Starting in 1900, while a professor at the University of Chicago, Millikan, with the significant input of Fletcher, and after improving his setup, published his seminal study in 1913.

Millikan's experiment involved measuring the force on oil droplets in a glass chamber sandwiched between two electrodes, one above and one below. With the electrical field calculated, he could measure the droplet's charge, the charge on a single electron being (1.592×10−19 C). At the time of Millikan and Fletcher's oil drop experiments, the existence of subatomic particles was not universally accepted.
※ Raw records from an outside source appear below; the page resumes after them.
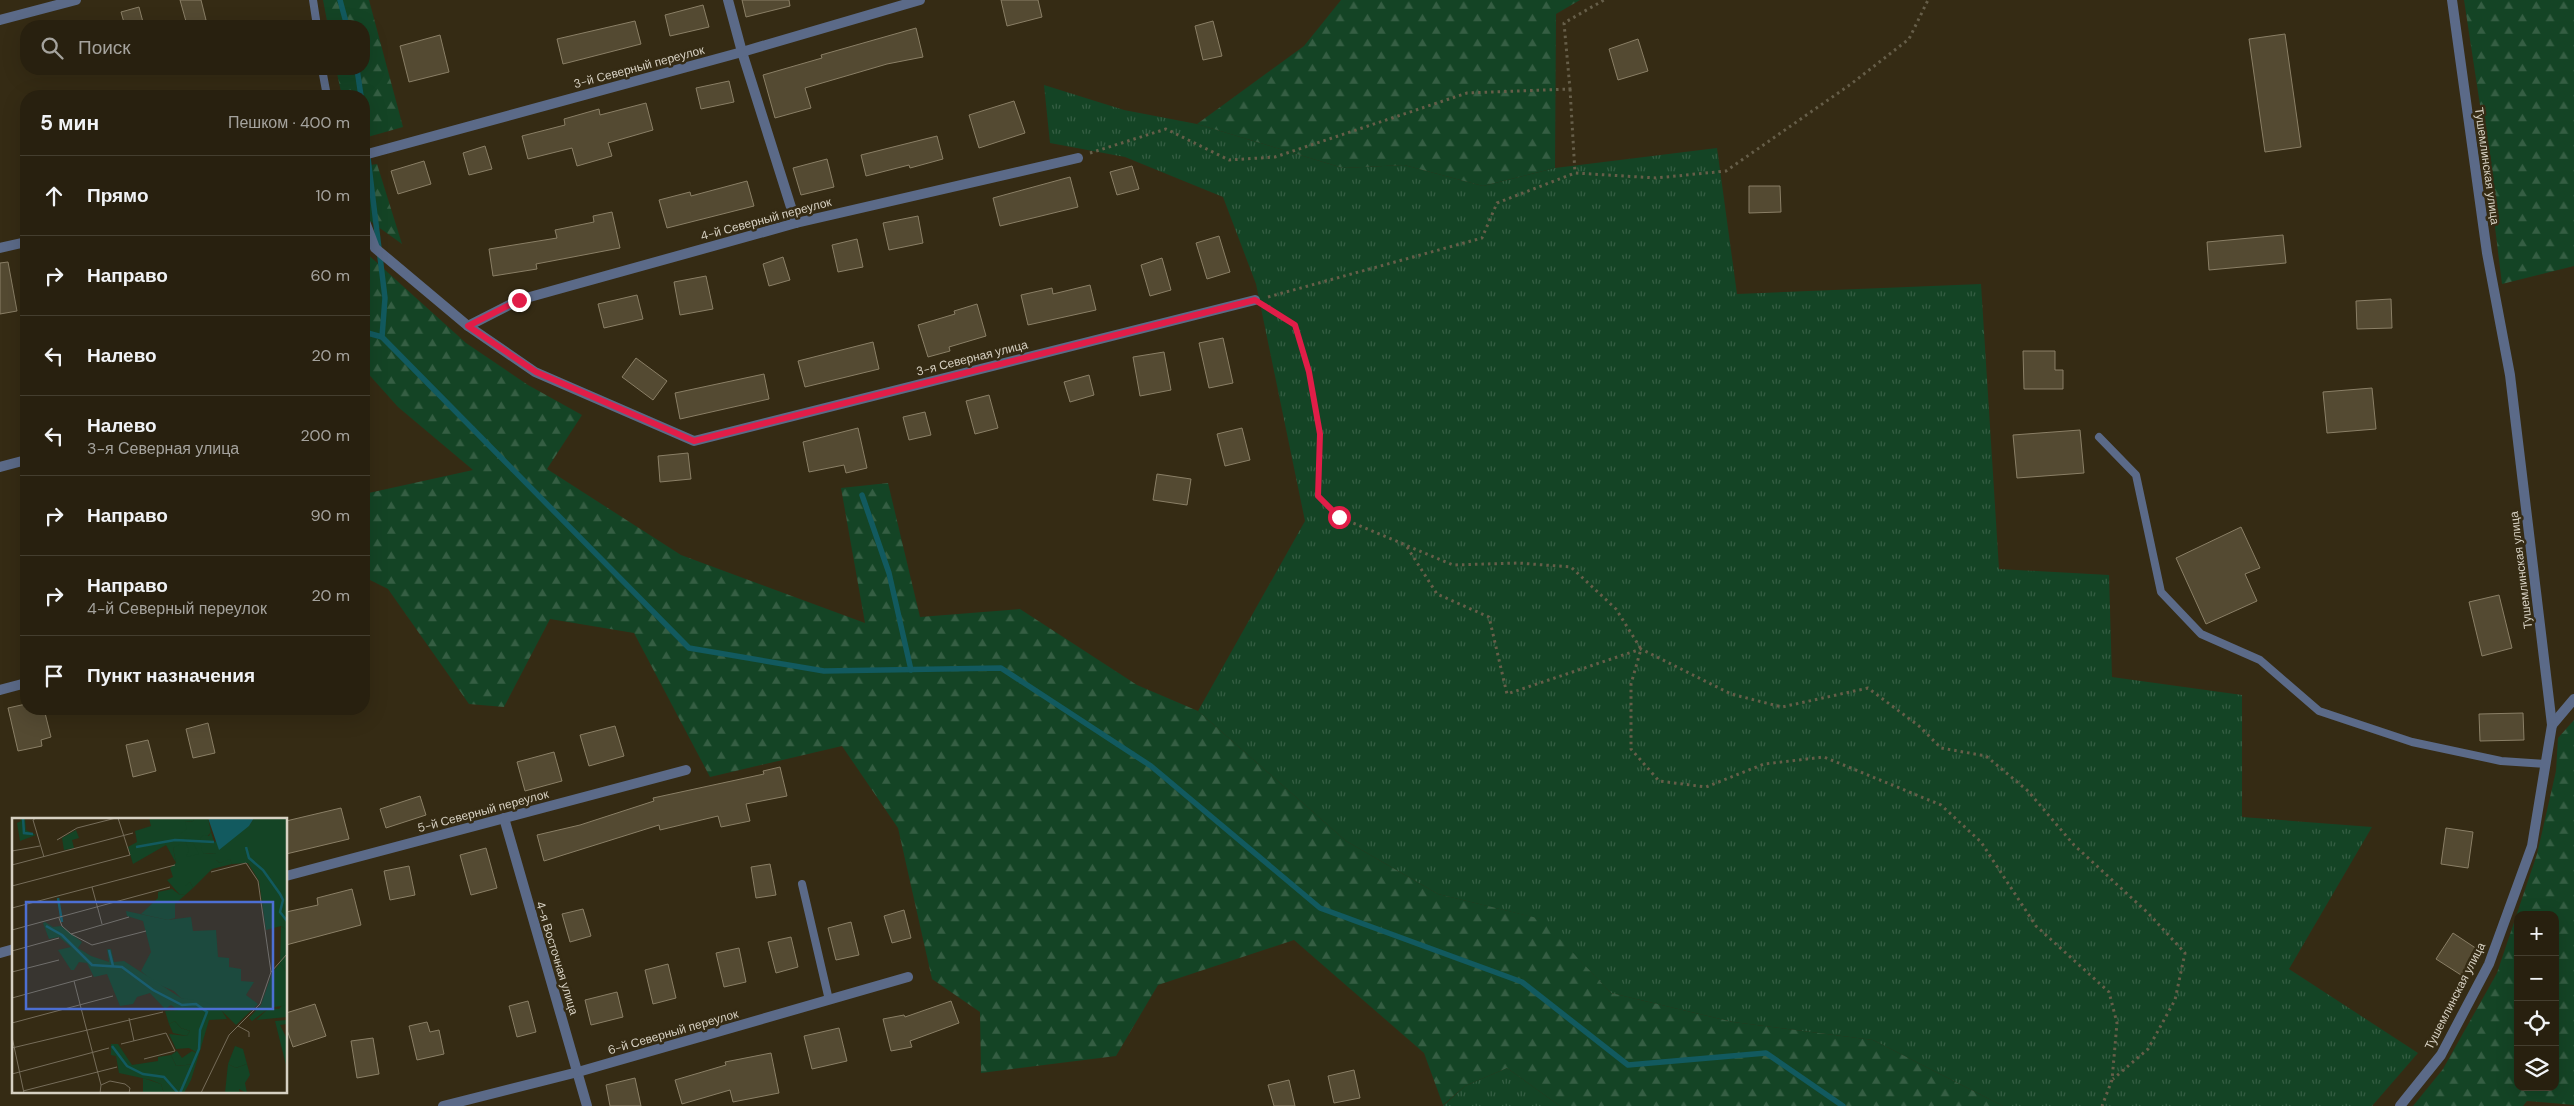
<!DOCTYPE html>
<html lang="ru">
<head>
<meta charset="utf-8">
<style>
	body { margin:0; font-family:"DM Sans",sans-serif; background:#302818; color:#f1f3f6 }
	.controls { position:absolute; right:15px; bottom:15px; display:grid; overflow:hidden; border-radius:10px; box-shadow:0 5px 20px #0002 }
	.controls button { width:45px; height:45px; display:grid; place-items:center; padding:0; border:0; border-bottom:1px solid #443e2f; background:#28200f; color:#f1f3f6; font:25px sans-serif }
	.stop { position:absolute; width:15px; height:15px; margin:-11px; border:4px solid #e11d48; border-radius:50%; background:#fff }
	.stop.end { background:#e11d48; border-color:#fff; box-shadow:0 1px 5px #0008 }
	.list { margin:0; padding:0; list-style:none }
	h2 { display:flex; justify-content:space-between; align-items:center; height:65px; margin:0; padding:0 20px; font-size:21px }
	h2 small { font-size:16px; font-weight:400; color:#a5a39e }
	.list li { display:grid; grid-template-columns:32px 1fr auto; gap:15px; align-items:center; box-sizing:border-box; height:80px; padding:0 20px; border-top:1px solid #443e2f }
	.list b { display:block; font-size:19px; white-space:nowrap }
	.list p { margin:0; font-size:16px; white-space:nowrap; color:#a5a39e }
	.list em { font-size:16px; font-style:normal; color:#a5a39e }
	.icon { flex:none; width:28px; height:28px; fill:none; stroke:currentColor; stroke-width:2; stroke-linecap:round; stroke-linejoin:round }
	.map { position:relative; flex:none; width:2574px; height:1106px; overflow:hidden }
	.search { position:absolute; background:#28200f; box-shadow:0 5px 20px #0002; left:20px; top:20px; width:350px; height:55px; display:flex; align-items:center; gap:12px; box-sizing:border-box; padding:0 18px; border-radius:20px; color:#a5a39e; font-size:19px }
	.panel { position:absolute; background:#28200f; box-shadow:0 5px 20px #0002; left:20px; top:90px; width:350px; height:625px; border-radius:20px }
	.map>svg:first-child { display:block }
	.grass { fill:url(#grass-tufts) }
	.forest { fill:url(#forest-firs); fill-rule:evenodd }
	.lines { fill:none; stroke-linecap:round; stroke-linejoin:round }
	.stream { stroke:#125a5f; stroke-width:5.5 }
	.building { fill:#544a32; stroke:#8a7f66 }
	.path { stroke:#665e49; stroke-width:3; stroke-dasharray:2.5 4; stroke-linecap:butt }
	.service { stroke:#5b6a88; stroke-width:8 }
	.minor { stroke:#5b6a88; stroke-width:10 }
	.route { stroke:#e11d48; stroke-width:6 }
	.labels { text-anchor:middle; dominant-baseline:central; stroke-width:5; stroke-linejoin:round; paint-order:stroke }
	.street-label { font-size:12px; fill:#d7d1c3; stroke:#352b14 }
	.inset-river { fill:none; stroke:#125a5f; stroke-width:2.5 }
	.inset-road { fill:none; stroke:#766d5a; stroke-width:1 }
	.view { fill:#4c6fd3; fill-opacity:0.15; stroke:#4c6fd3; stroke-width:2.5 }
	.inset-edge { fill:none; stroke:#d7d1c3; stroke-width:2.5 }
</style>
</head>
<body>
<div class="map">
<svg width="2574" height="1106" viewBox="0 0 2574 1106">
	<defs>
		<pattern id="grass-tufts" width="24" height="20" patternUnits="userSpaceOnUse" patternTransform="scale(1.25)"><rect width="24" height="20" fill="#144425"/><path d="M3 7l-1-3M5 7V3M7 7l1-3M15 17l-1-3M17 17v-4M19 17l1-3" fill="none" stroke="#355e43"/></pattern>
		<pattern id="forest-firs" width="22" height="20" patternUnits="userSpaceOnUse" patternTransform="scale(1.25)"><rect width="22" height="20" fill="#144425"/><path d="M5 1l3.5 6h-7zM16 11l3.5 6h-7z" fill="#355e43"/></pattern>
	</defs>
	<rect width="100%" height="100%" fill="#352b14"/>
	<g class="grass">
		<path d="M1044,85l80,25 73,14 146,44 61,-3 79,21 72,-18 162,-20 20,146 244,-10 18,285 110,6 3,102 130,18v122l130,10 -83,142 129,84 -46,53h-369l-130,-66 -140,-18 -122,-29 -71,-74 -102,-25 -92,-53 -148,-130 107,-190 -49,-237 -33,-87 -98,-40 -75,-14z"/>
		<path d="M1507,1068l53,38h-117l22,-20z"/>
	</g>
	<g class="forest">
		<path d="M323,0h46l34,127 -39,11v-42h-22l-6,-27h28v-43h-36z"/>
		<path d="M1341,0h239l-24,14 -1,154 -72,18 -79,-21 -61,3 -146,-44 107,-78z"/>
		<path d="M2464,0h110v266l-72,18 -22,-179z"/>
		<path d="M377,164l25,80 -32,-23 -6,-18v-37z"/>
		<path d="M364,251l102,92 62,42 54,30 -35,54 134,86 184,68 -24,-135 47,-5 32,134 100,-8 117,76 61,26 148,130 92,53 103,25 70,74 122,29 140,18 130,66h-443l-53,-38 -42,18 -22,19 -19,-52 -130,-113 -136,45 -42,71 -135,17 -1,-61 -48,-33 -34,-151 -56,-82 -132,31 -76,-144 -84,-14 -46,88 -35,-3 -81,-115 -24,-12v-83l109,-24 -75,-63 -34,-38z"/>
		<path d="M2574,720v385l-47,-4 -4,5h-110l30,-37 54,-96 40,-119 19,-83 2,-33zM2518,915h37v172h-37z"/>
	</g>
	<g class="lines">
		<g class="stream">
			<path d="M340,0l7,26"/>
			<path d="M357,69l4,27"/>
			<path d="M364,125l21,173 -3,39"/>
			<path d="M364,332l18,5 307,311 135,23 177,-3 150,98 169,142 202,74 106,83 138,-12 77,53"/>
			<path d="M862,495l27,78 22,97"/>
		</g>
	</g>
	<g class="building">
		<path d="M180,0h21l5,20 -19,5z"/>
		<path d="M742,0h47l1,6 -44,11z"/>
		<path d="M1001,0h37l4,17 -35,9z"/>
		<path d="M703,5l6,22 -39,9 -5,-21z"/>
		<path d="M139,7l5,19h-19l-4,-14z"/>
		<path d="M635,21l6,23 -78,20 -6,-25z"/>
		<path d="M1213,21l9,35 -19,4 -8,-34z"/>
		<path d="M916,28l7,29 -36,7 -82,24 6,20 -36,10 -12,-43 59,-17 -1,-3z"/>
		<path d="M2285,34l16,113 -36,5 -16,-113z"/>
		<path d="M440,35l9,37 -40,10 -9,-36z"/>
		<path d="M1638,39l10,32 -30,9 -9,-31z"/>
		<path d="M729,81l5,21 -33,7 -5,-21z"/>
		<path d="M1014,101l11,32 -46,15 -10,-33z"/>
		<path d="M646,103l7,27 -45,13 4,13 -35,10 -5,-18 -44,11 -6,-23 43,-11 -1,-6 35,-10 1,6z"/>
		<path d="M937,136l6,23 -33,9 -1,-3 -43,11 -5,-21z"/>
		<path d="M485,146l7,23 -23,6 -6,-22z"/>
		<path d="M827,159l7,28 -33,8 -8,-27z"/>
		<path d="M424,161l7,23 -33,10 -7,-23z"/>
		<path d="M1132,166l7,23 -22,6 -7,-23z"/>
		<path d="M1070,177l8,30 -78,19 -7,-28z"/>
		<path d="M747,181l7,25 -87,22 -8,-28 31,-8 1,4z"/>
		<path d="M1749,186h31l1,26 -32,1z"/>
		<path d="M612,212l8,36 -84,16 1,5 -44,7 -4,-27 68,-11 -2,-8 39,-8 -1,-6z"/>
		<path d="M918,216l5,27 -34,7 -6,-27z"/>
		<path d="M2283,235l3,28 -77,7 -2,-28z"/>
		<path d="M1219,236l11,36 -23,7 -11,-36z"/>
		<path d="M857,239l6,28 -25,5 -6,-27z"/>
		<path d="M783,257l7,23 -21,6 -6,-22z"/>
		<path d="M1162,258l9,32 -21,6 -9,-31z"/>
		<path d="M8,262l9,49 -17,3v-51z"/>
		<path d="M706,276l7,33 -33,6 -6,-33z"/>
		<path d="M1090,285l6,25 -68,15 -7,-30 31,-7 1,6z"/>
		<path d="M637,295l6,24 -39,9 -6,-24z"/>
		<path d="M2391,299l1,29 -35,1 -1,-28z"/>
		<path d="M977,304l9,32 -37,11 1,4 -22,6 -10,-32 37,-11 -1,-3z"/>
		<path d="M1223,338l10,45 -24,5 -10,-45z"/>
		<path d="M873,342l6,27 -74,18 -7,-26z"/>
		<path d="M2023,351h32v19h8v19h-39z"/>
		<path d="M1164,352l7,38 -31,6 -7,-39z"/>
		<path d="M636,358l31,23 -14,19 -31,-23z"/>
		<path d="M764,374l5,25 -89,20 -5,-26z"/>
		<path d="M1089,375l5,20 -24,7 -6,-20z"/>
		<path d="M2372,388l4,41 -49,4 -4,-41z"/>
		<path d="M989,395l9,33 -23,6 -9,-33z"/>
		<path d="M925,412l6,23 -22,5 -6,-23z"/>
		<path d="M858,428l9,40 -21,5 -2,-8 -35,7 -6,-30z"/>
		<path d="M1242,428l8,32 -25,6 -8,-32z"/>
		<path d="M2080,430l4,43 -67,5 -4,-43z"/>
		<path d="M688,453l3,26 -31,3 -2,-26z"/>
		<path d="M1157,474l34,5 -4,26 -34,-5z"/>
		<path d="M2241,527l19,41 -15,6 12,27 -51,23 -30,-66z"/>
		<path d="M2499,595l13,53 -30,8 -13,-54z"/>
		<path d="M26,704v5h18l7,28 -10,3 1,6 -24,5 -10,-43z"/>
		<path d="M2523,713l1,27 -44,1 -1,-27z"/>
		<path d="M208,723l7,30 -22,5 -7,-29z"/>
		<path d="M615,726l9,30 -35,10 -9,-31z"/>
		<path d="M148,740l8,31 -23,6 -7,-32z"/>
		<path d="M554,752l8,29 -37,10 -8,-29z"/>
		<path d="M780,767l7,29 -41,8 4,17 -29,6 -3,-11 -58,14 -1,-5 -115,36 -7,-26 43,-10 74,-24 -1,-3 111,-24 -1,-3z"/>
		<path d="M420,796l6,19 -40,13 -6,-19z"/>
		<path d="M341,808l8,31 -63,15v-33z"/>
		<path d="M2446,828l27,4 -5,36 -27,-4z"/>
		<path d="M486,848l11,40 -26,7 -11,-40z"/>
		<path d="M770,864l6,31 -20,3 -5,-31z"/>
		<path d="M409,866l6,29 -25,5 -6,-29z"/>
		<path d="M352,889l9,36 -75,20v-33l32,-7 -1,-7z"/>
		<path d="M583,909l8,27 -21,6 -8,-28z"/>
		<path d="M904,910l7,28 -19,5 -8,-27z"/>
		<path d="M851,922l8,33 -23,5 -8,-32z"/>
		<path d="M2453,933l24,16 -16,26 -25,-16z"/>
		<path d="M791,937l7,30 -22,6 -8,-31z"/>
		<path d="M739,948l7,34 -22,5 -8,-34z"/>
		<path d="M668,964l8,34 -23,6 -8,-34z"/>
		<path d="M617,992l6,25 -32,8 -6,-25z"/>
		<path d="M528,1001l8,31 -19,5 -8,-31z"/>
		<path d="M951,1001l8,22 -49,18 2,6 -21,4 -8,-32 21,-4 1,2z"/>
		<path d="M315,1004l11,32 -33,11 -7,-20v-14z"/>
		<path d="M427,1022l3,10 9,-2 5,24 -27,6 -8,-34z"/>
		<path d="M839,1028l8,33 -35,8 -8,-33z"/>
		<path d="M373,1038l6,36 -22,4 -6,-37z"/>
		<path d="M771,1053l8,40 -46,9 -3,-12 -48,14 -7,-24 51,-15 -1,-3z"/>
		<path d="M1354,1070l6,28 -26,5 -6,-27z"/>
		<path d="M635,1078l6,28h-31l-4,-21z"/>
		<path d="M1289,1080l6,26h-21l-6,-21z"/>
	</g>
	<g class="lines">
		<g class="path">
			<path d="M1570,89l5,84"/>
			<path d="M1090,153l76,-24 63,31 46,-3 192,-64 103,-4 -6,-66 40,-23"/>
			<path d="M1268,297l214,-59 15,-35 78,-30 81,5 70,-7 125,-87 58,-45 19,-39"/>
			<path d="M1266,307l29,18 14,47 11,62 -2,62 21,21 114,48 65,-2 53,4 45,42 25,40 -10,35v65l28,32 47,6 58,-23 60,-7 117,48 40,37 55,84 73,66 8,31 -5,57 -10,26"/>
			<path d="M1407,547l30,47 52,23 18,77 134,-45 90,45 51,13 86,-19 51,38 22,22 45,8 42,35 46,54 74,68 37,40 -10,47 -27,49 -35,30"/>
		</g>
		<g class="service">
			<path d="M313,0l4,26"/>
			<path d="M322,69l5,27"/>
			<path d="M2099,437l37,38 25,117 40,42 59,26 59,51 93,31 89,19 45,3"/>
			<path d="M802,884l27,116"/>
		</g>
		<g class="minor">
			<path d="M728,0l14,52 54,171"/>
			<path d="M0,20l76,-20"/>
			<path d="M364,155l378,-103 178,-52"/>
			<path d="M364,219l11,29 93,78 67,46 159,69 561,-141"/>
			<path d="M0,248l26,-6"/>
			<path d="M468,326l51,-26 277,-77 282,-65"/>
			<path d="M0,467l26,-7"/>
			<path d="M0,690l26,-7"/>
			<path d="M2552,725l22,-26"/>
			<path d="M504,818l83,288"/>
			<path d="M286,876l400,-106"/>
			<path d="M0,953l14,-4"/>
			<path d="M443,1106l135,-34 330,-95"/>
			<path d="M2400,1106l41,-51 48,-91 43,-118 20,-121 -42,-350 -23,-122 -35,-253"/>
		</g>
	</g>
	<g class="lines">
		<path class="route" d="M519,300l-51,26 68,46 158,69 561,-141 40,25 14,47 11,62 -2,62 21,21"/>
	</g>
	<g class="labels">
		<g class="street-label">
			<text transform="translate(639 67) rotate(-15)">3-й Северный переулок</text>
			<text transform="translate(2487 166) rotate(82)">Тушемлинская улица</text>
			<text transform="translate(766 219) rotate(-15)">4-й Северный переулок</text>
			<text transform="translate(972 358) rotate(-14)">3-я Северная улица</text>
			<text transform="translate(2521 570) rotate(-97)">Тушемлинская улица</text>
			<text transform="translate(483 811) rotate(-15)">5-й Северный переулок</text>
			<text transform="translate(557 958) rotate(73)">4-я Восточная улица</text>
			<text transform="translate(2455 996) rotate(-63)">Тушемлинская улица</text>
			<text transform="translate(673 1032) rotate(-16)">6-й Северный переулок</text>
		</g>
	</g>
	<g transform="translate(12 818)">
		<rect width="275" height="275" fill="#352b14"/>
		<path d="M182,0h14l3,14 -9,11 2,11 12,-1v7l4,3 10,-5 2,6 -20,5 -19,19 -3,-6 -5,12 -5,1 -13,-15 6,-3 -3,-9 6,-5 -3,-15 11,-26 9,-1zM64,12l3,8 -7,2 2,8 -10,2 -2,-12zM114,93l42,9 23,-3 2,14 23,-1 2,27 11,1v9l12,2v12l13,1 -8,13 12,9 -22,21 -14,-14 -41,-13 -7,-7 -19,-8 -14,-12 10,-19 -8,-31 -16,-5zM269,108l6,4v43l-7,-10zM271,186l4,1v12l-31,3 13,-12 10,1zM275,202v4l-7,1 7,14v30l-12,-48zM163,203l6,7 9,3 -3,5 -14,-3 -4,-9zM223,228l8,3 4,15 -11,4 -8,-4zM165,233l5,7 10,-7 7,3 -3,10 -20,2 -5,-11zM131,260l18,6 3,9h-21z" fill="#144425"/>
		<path d="M8,0h5l1,12 10,5 -16,6 -3,-18 4,-2zM137,0h45l-1,3 -8,1 2,7 -7,5v10l-7,4 3,15 -10,-18 -33,19 -5,-17 9,-5 -2,-11 16,-5zM242,0h33v112l-6,-4 -15,4 -7,-49 -11,-18 -16,1 -2,-5 -10,4 -4,-3v-7l-12,1 -2,-3 -2,-12 3,-4 6,1 2,-4 3,10 35,-16zM172,20l7,1 8,15 -13,3 3,-7zM178,64l3,6 -18,16v14l-7,2 -27,-6 17,-16v-6l14,-3 8,6 5,-1v-8zM33,104l8,5 8,-1 21,16 -4,6 13,8 18,6 -2,-13h4l3,13 10,-1 57,37 25,4 16,9 5,8 -18,1 -10,34 -10,-6 -13,1 -7,-15 18,2 3,-5 -9,-3 -6,-7 -6,3 -4,-13 13,-1 -7,-5 -6,4 -15,-16 -13,4 -4,7 -13,2 -13,-32 -13,3 -7,-14 -8,-1 -5,8h-3l-13,-20 13,-3 -12,-10 -10,2 -6,-16zM268,145l7,10v32l-18,3 -17,13 -3,-3 12,-13 11,-32zM99,226h7l14,21 26,-4v-4l13,-2 5,11 20,-2 -5,16 -7,13h-20l-3,-9 -10,-4 -32,-7 -3,-17 -5,-1zM216,246l8,4 11,-4 3,11 -5,8 2,10 -8,-4 1,4h-15z" fill="#144425"/>
		<path d="M242,0l-5,8 -30,24 -11,-32z" fill="#125a5f"/>
		<path class="inset-river" d="M11,0l1,15 9,1M124,29l39,-7 39,2M234,29l3,11 14,12 17,24 3,6 -3,12 7,9M46,80l4,24M34,108l16,9 30,30 30,2 31,23 29,15 14,-1 11,8 -7,18 -1,19 -19,44M97,132l4,16M100,228l15,20 16,8 21,3 14,16"/>
		<path class="inset-road" d="M24,0l-3,2 11,37M45,22l20,-12 39,-10M0,33l28,-5M0,47l121,-32M0,68l118,-31 -12,-37M80,69l10,37M0,90l163,-43M47,100l3,8 9,8 21,11 54,-14M0,112l158,-43M59,116l58,-17M0,133l47,-13M0,154l47,-12M259,154l16,-18M62,163l27,104 -1,8M0,180l80,-22M117,200l5,23M0,205l101,-27M226,208l11,6v5M0,219l12,56M109,226l45,-11 9,18 -31,8M0,230l151,-36M0,256l97,-26M89,267l9,-4 15,3 5,4 -1,5M11,273l94,-24M189,275l28,-58 31,-31 11,-32 -13,-91 -12,-18 -35,9"/>
		<path class="view" d="M14,84h247v107h-247z"/>
		<rect width="275" height="275" class="inset-edge"/>
	</g>
</svg>
<div class="controls">
<button>+</button>
<button>−</button>
<button><svg class="icon" aria-label="locate" viewBox="0 0 24 24"><circle cx="12" cy="12" r="6"/><path d="M12 2v4M12 18v4M2 12h4M18 12h4"/></svg></button>
<button><svg class="icon" aria-label="layers" viewBox="0 0 24 24"><path d="M12 4l9 5-9 5-9-5zM3 14l9 5 9-5"/></svg></button>
</div>
<div class="stop" style="left:1339px;top:517px"></div>
<div class="stop end" style="left:519px;top:300px"></div>
<div class="search"><svg class="icon" aria-label="search" viewBox="0 0 24 24"><circle cx="10" cy="10" r="6"/><path d="M15 15l6 6"/></svg>Поиск</div>
<section class="panel">
<h2>5 мин<small>Пешком · 400 m</small></h2>
<ul class="list">
<li><svg class="icon" aria-label="ahead" viewBox="0 0 24 24"><path d="M12 20V5M6 11l6-6 6 6"/></svg><div><b>Прямо</b></div><em>10 m</em></li>
<li><svg class="icon" aria-label="right" viewBox="0 0 24 24"><path d="M7 20v-9h11M14 6l5 5-5 5"/></svg><div><b>Направо</b></div><em>60 m</em></li>
<li><svg class="icon" aria-label="left" viewBox="0 0 24 24"><path d="M17 20v-9H6M10 6l-5 5 5 5"/></svg><div><b>Налево</b></div><em>20 m</em></li>
<li><svg class="icon" aria-label="left" viewBox="0 0 24 24"><path d="M17 20v-9H6M10 6l-5 5 5 5"/></svg><div><b>Налево</b><p>3-я Северная улица</p></div><em>200 m</em></li>
<li><svg class="icon" aria-label="right" viewBox="0 0 24 24"><path d="M7 20v-9h11M14 6l5 5-5 5"/></svg><div><b>Направо</b></div><em>90 m</em></li>
<li><svg class="icon" aria-label="right" viewBox="0 0 24 24"><path d="M7 20v-9h11M14 6l5 5-5 5"/></svg><div><b>Направо</b><p>4-й Северный переулок</p></div><em>20 m</em></li>
<li><svg class="icon" aria-label="arrive" viewBox="0 0 24 24"><path d="M6 21V4h12l-3 4 3 4H6"/></svg><div><b>Пункт назначения</b></div></li>
</ul>
</section>
</div>
</body>
</html>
Experimenting with cathode rays in 1897, J. J. Thomson had discovered negatively charged "corpuscles", as he called them, with a mass about 1840 times smaller than that of a hydrogen atom. Similar results had been found by George FitzGerald and Walter Kaufmann. Most of what was then known about electricity and magnetism, however, could be explained on the basis that charge is a continuous variable; in much the same way that many of the properties of light can be explained by treating it as a continuous wave rather than as a stream of photons.

The so-called elementary charge e is one of the fundamental physical constants and its accurate value is of great importance. In 1923, Millikan won the Nobel Prize in physics in part because of this experiment.

Aside from the measurement, the beauty of the oil drop experiment is that it is a simple, elegant hands-on demonstration that charge is actually quantized. Thomas Edison, who had previously thought of charge as a continuous variable, became convinced after working with Millikan and Fletcher's apparatus. This experiment has since been repeated by generations of physics students, although it is rather expensive and difficult to do properly.

In the last two decades, several computer-automated experiments have been conducted to search for isolated fractionally charged particles. So far (2007), no evidence for fractional charge particles was found over more than 100 million drops measured.